WHAT IS NEEDED: Search the data below, and report every line in which "BULEVARDUL" occurs.

RECORD EXCERPTS:
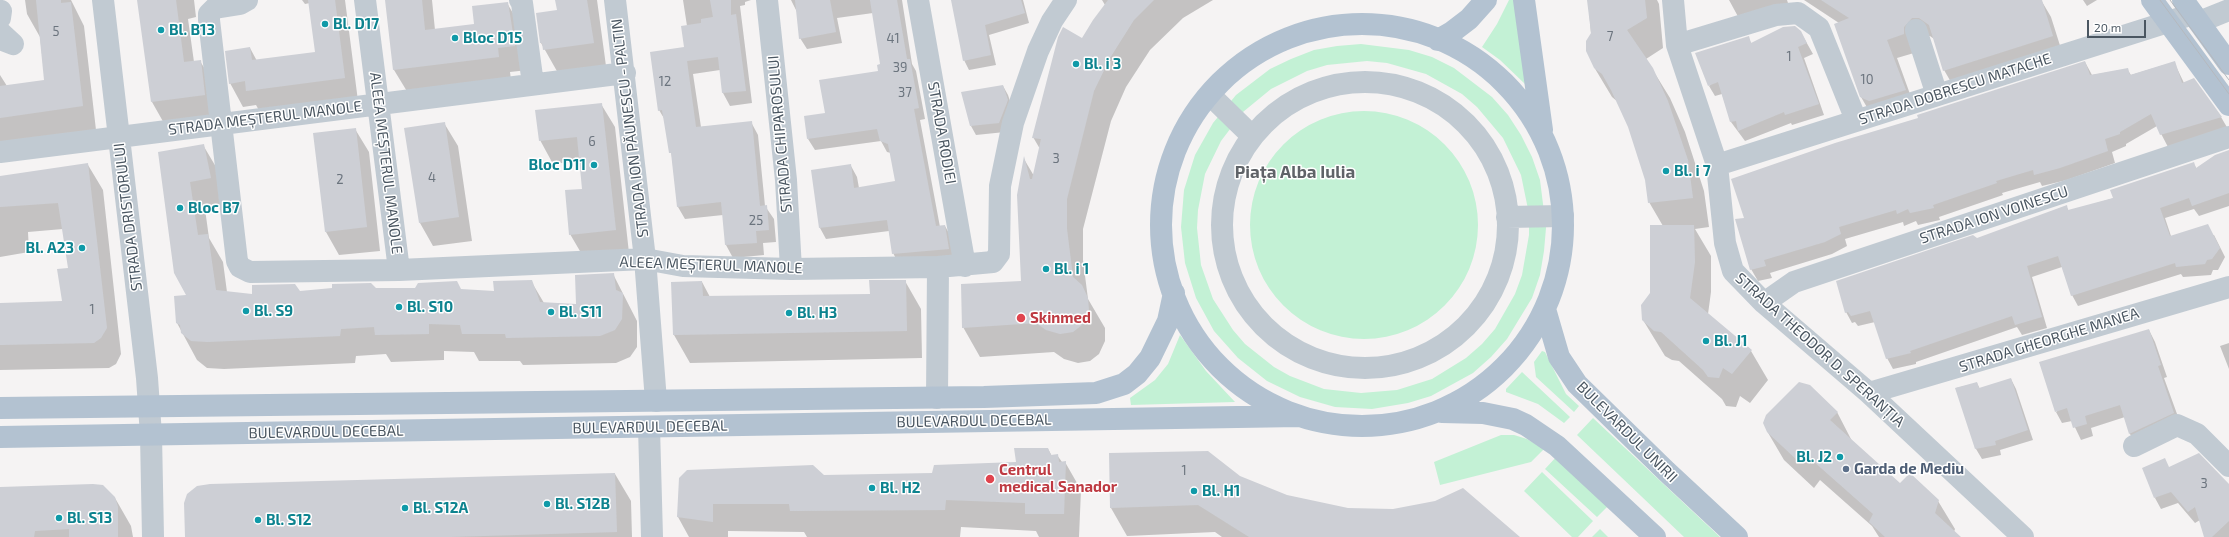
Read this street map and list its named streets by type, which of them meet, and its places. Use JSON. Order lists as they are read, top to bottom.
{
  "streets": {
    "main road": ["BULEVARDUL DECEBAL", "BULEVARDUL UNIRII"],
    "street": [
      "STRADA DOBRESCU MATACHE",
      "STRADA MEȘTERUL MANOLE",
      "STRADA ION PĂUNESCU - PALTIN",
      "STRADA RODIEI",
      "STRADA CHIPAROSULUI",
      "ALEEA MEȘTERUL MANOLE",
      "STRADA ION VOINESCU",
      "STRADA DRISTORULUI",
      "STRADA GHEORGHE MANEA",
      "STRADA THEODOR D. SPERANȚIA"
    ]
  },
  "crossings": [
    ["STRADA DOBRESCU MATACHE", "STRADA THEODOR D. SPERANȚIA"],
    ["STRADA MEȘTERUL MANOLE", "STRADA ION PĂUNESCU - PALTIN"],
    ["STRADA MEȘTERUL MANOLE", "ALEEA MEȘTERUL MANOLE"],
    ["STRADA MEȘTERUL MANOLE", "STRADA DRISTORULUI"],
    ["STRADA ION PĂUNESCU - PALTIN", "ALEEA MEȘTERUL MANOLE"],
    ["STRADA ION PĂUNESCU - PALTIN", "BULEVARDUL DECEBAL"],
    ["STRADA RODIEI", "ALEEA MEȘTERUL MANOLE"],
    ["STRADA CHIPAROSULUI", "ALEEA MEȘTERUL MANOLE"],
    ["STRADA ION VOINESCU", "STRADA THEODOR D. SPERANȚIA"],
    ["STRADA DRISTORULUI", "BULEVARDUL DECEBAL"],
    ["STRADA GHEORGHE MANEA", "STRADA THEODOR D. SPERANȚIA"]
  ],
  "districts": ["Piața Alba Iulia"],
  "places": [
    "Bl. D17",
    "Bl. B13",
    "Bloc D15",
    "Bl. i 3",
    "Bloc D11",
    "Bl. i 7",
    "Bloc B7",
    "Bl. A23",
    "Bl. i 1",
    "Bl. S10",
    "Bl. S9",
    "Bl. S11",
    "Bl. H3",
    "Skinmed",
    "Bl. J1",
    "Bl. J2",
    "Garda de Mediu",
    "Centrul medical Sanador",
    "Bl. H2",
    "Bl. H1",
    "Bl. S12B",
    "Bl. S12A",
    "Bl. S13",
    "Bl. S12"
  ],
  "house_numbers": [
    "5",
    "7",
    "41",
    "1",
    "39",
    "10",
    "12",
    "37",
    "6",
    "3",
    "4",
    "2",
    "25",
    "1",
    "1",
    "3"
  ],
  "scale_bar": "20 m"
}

RESULT:
    "main road": ["BULEVARDUL DECEBAL", "BULEVARDUL UNIRII"],
    ["STRADA ION PĂUNESCU - PALTIN", "BULEVARDUL DECEBAL"],
    ["STRADA DRISTORULUI", "BULEVARDUL DECEBAL"],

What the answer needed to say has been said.